Those are the shifting sands upon which the flat-earth man-made global warming industry is based upon.

So now that we have cleared up you highly speculative perspective on the subject (which failed to answer the question as to what earth's optimal temperature is)

now proceed to tell us how a Carbon Credit program will actually reduce CO2 emissions?


Thank you!!!

Sorry I didn't provide the simple answer you were looking for, but it's a straw man argument. Most of the discourse at this point isn't about an "optimal temperature" (although it still seems that the optimal range is the one that civilization has prospered in). The primary consideration now is the effect of accelerated change on things like perennial watersheds, established patterns of agriculture, severe weather, rates of ice sheet decay, and the ecosystems that benefit hundreds of millions of people.

As for cap & trade/cap & dividend, I doubt any system would be perfect.
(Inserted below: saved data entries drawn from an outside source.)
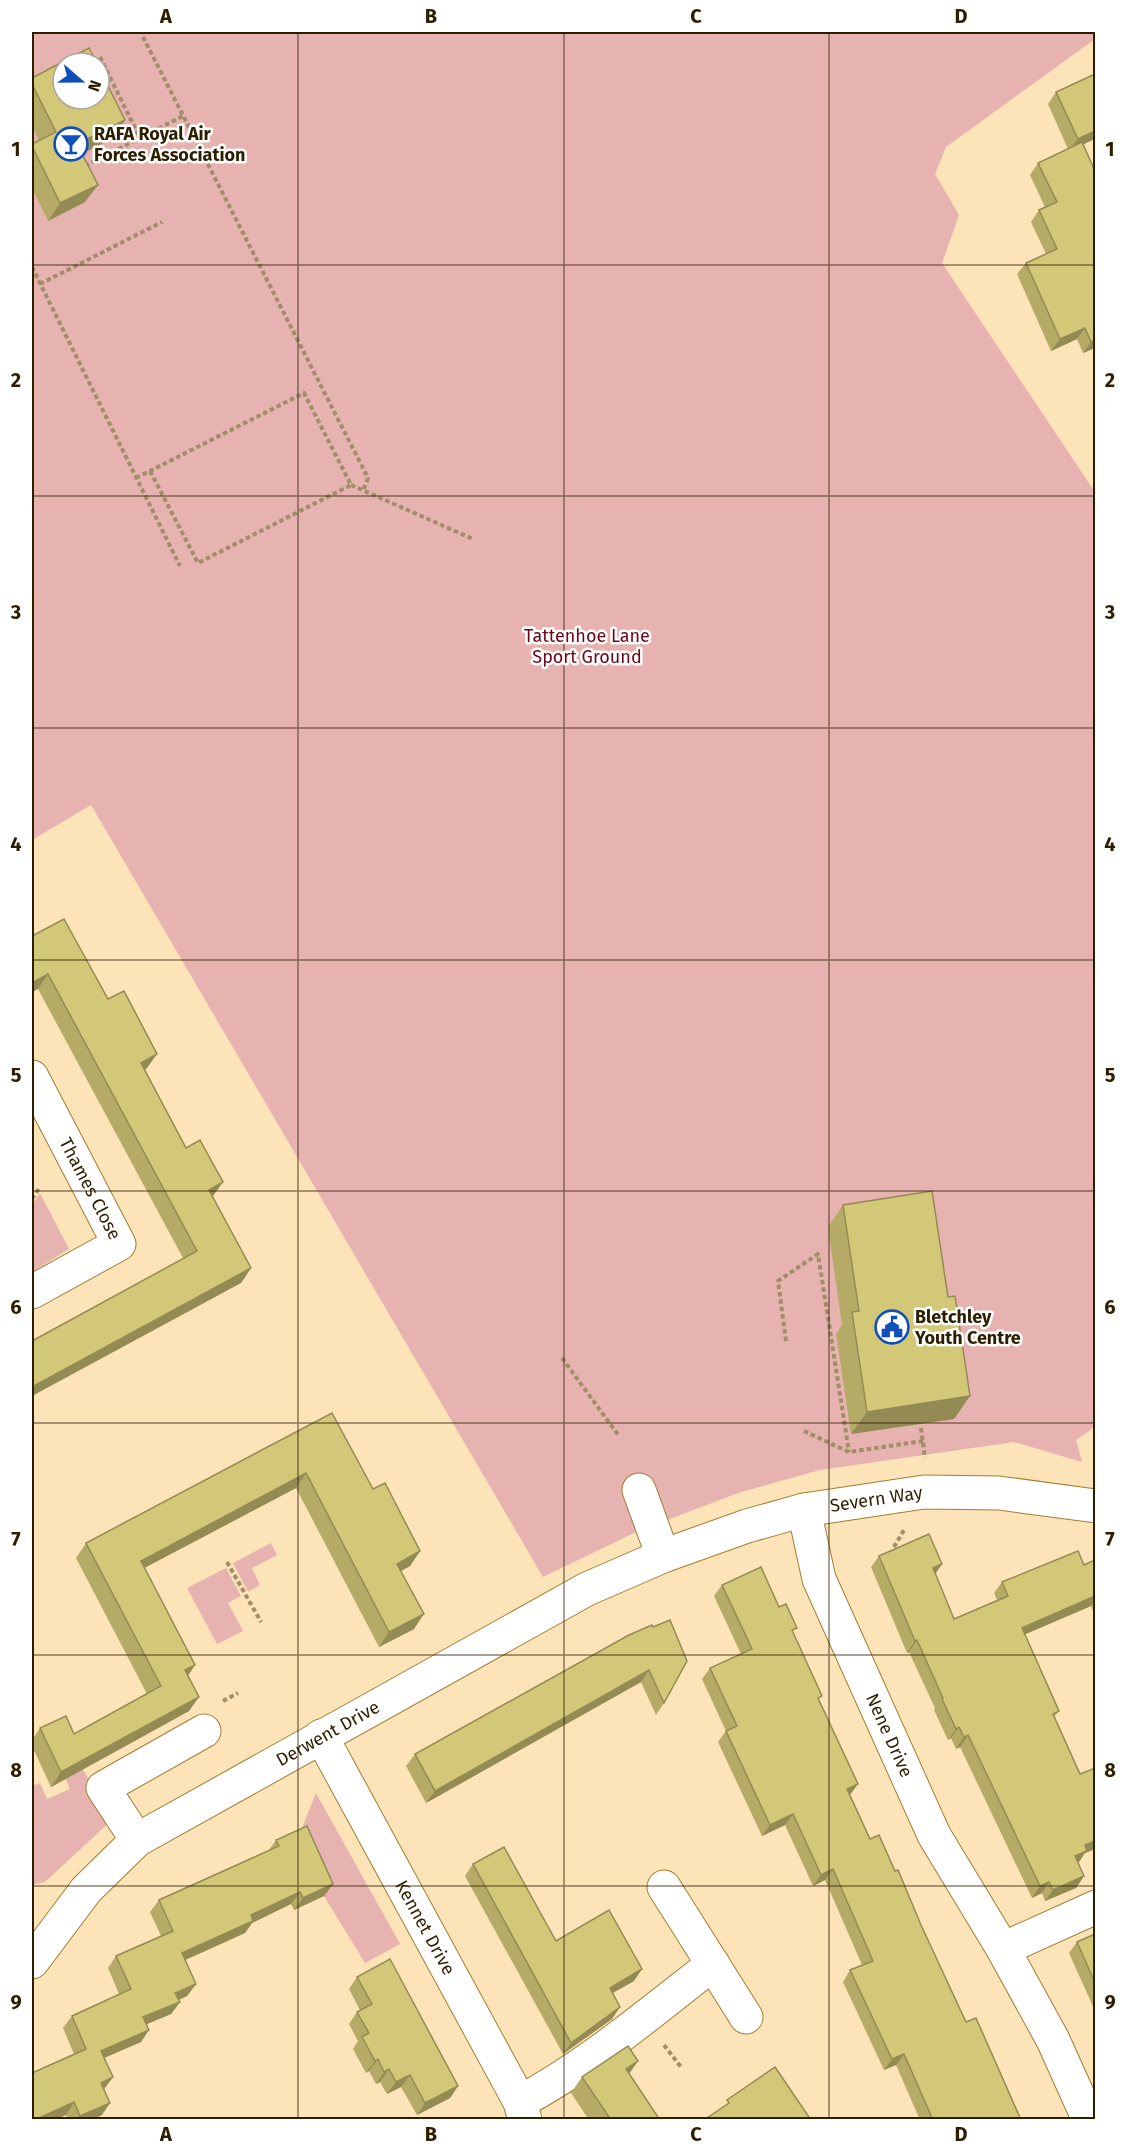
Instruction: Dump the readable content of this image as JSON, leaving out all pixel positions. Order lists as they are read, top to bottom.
{
  "streets": {
    "street": [
      "Thames Close",
      "Severn Way",
      "Derwent Drive",
      "Nene Drive",
      "Kennet Drive"
    ]
  },
  "crossings": [
    ["Severn Way", "Derwent Drive"],
    ["Severn Way", "Nene Drive"],
    ["Derwent Drive", "Kennet Drive"]
  ],
  "parks": ["Tattenhoe Lane Sport Ground"],
  "places": {
    "bar": ["RAFA Royal Air Forces Association"],
    "public building": ["Bletchley Youth Centre"]
  },
  "north": "right",
  "grid": {
    "columns": [
      "A",
      "B",
      "C",
      "D"
    ],
    "rows": [
      "1",
      "2",
      "3",
      "4",
      "5",
      "6",
      "7",
      "8",
      "9"
    ]
  }
}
But the idea is to set a declining cap on emissions (as was done with sulfur dioxide) and phase fossil carbon prices upward (reflecting by-product mitigation costs), while incentivizing efficiency and alternative energy. That would mean no longer using the atmosphere as a free carbon sewer, and applying revenues to implementing improved technologies (several of which will save money). It's not like it would be cold-turkey.
____

So what then is the "Optimal Range" for earth's temps? Would it be the warmer days of the Medieval Warm Period? The colder temps of the Mini Ice Age? The warming days of the 1930s and 40s? What of the colder days of the 1960s and 70s? The warmer days culminating in 1998? Or perhaps the rather stagnant temps experienced for the last decade?

And as for Cap n Trade, you state "doubt any system would be perfect". That is not what I asked you - and you then danced around how it will actually reduce overall CO2 emissions. It is far more likely the added cost will simply be passed along to consumers.

No, Cap n Trade is far from "perfect". In fact, it could prove downright disastrous to our economy, and will most certainly be largely ignored by the emerging economies of the world.


Keep coming back though - it is good you are willing to educate yourself on the issue!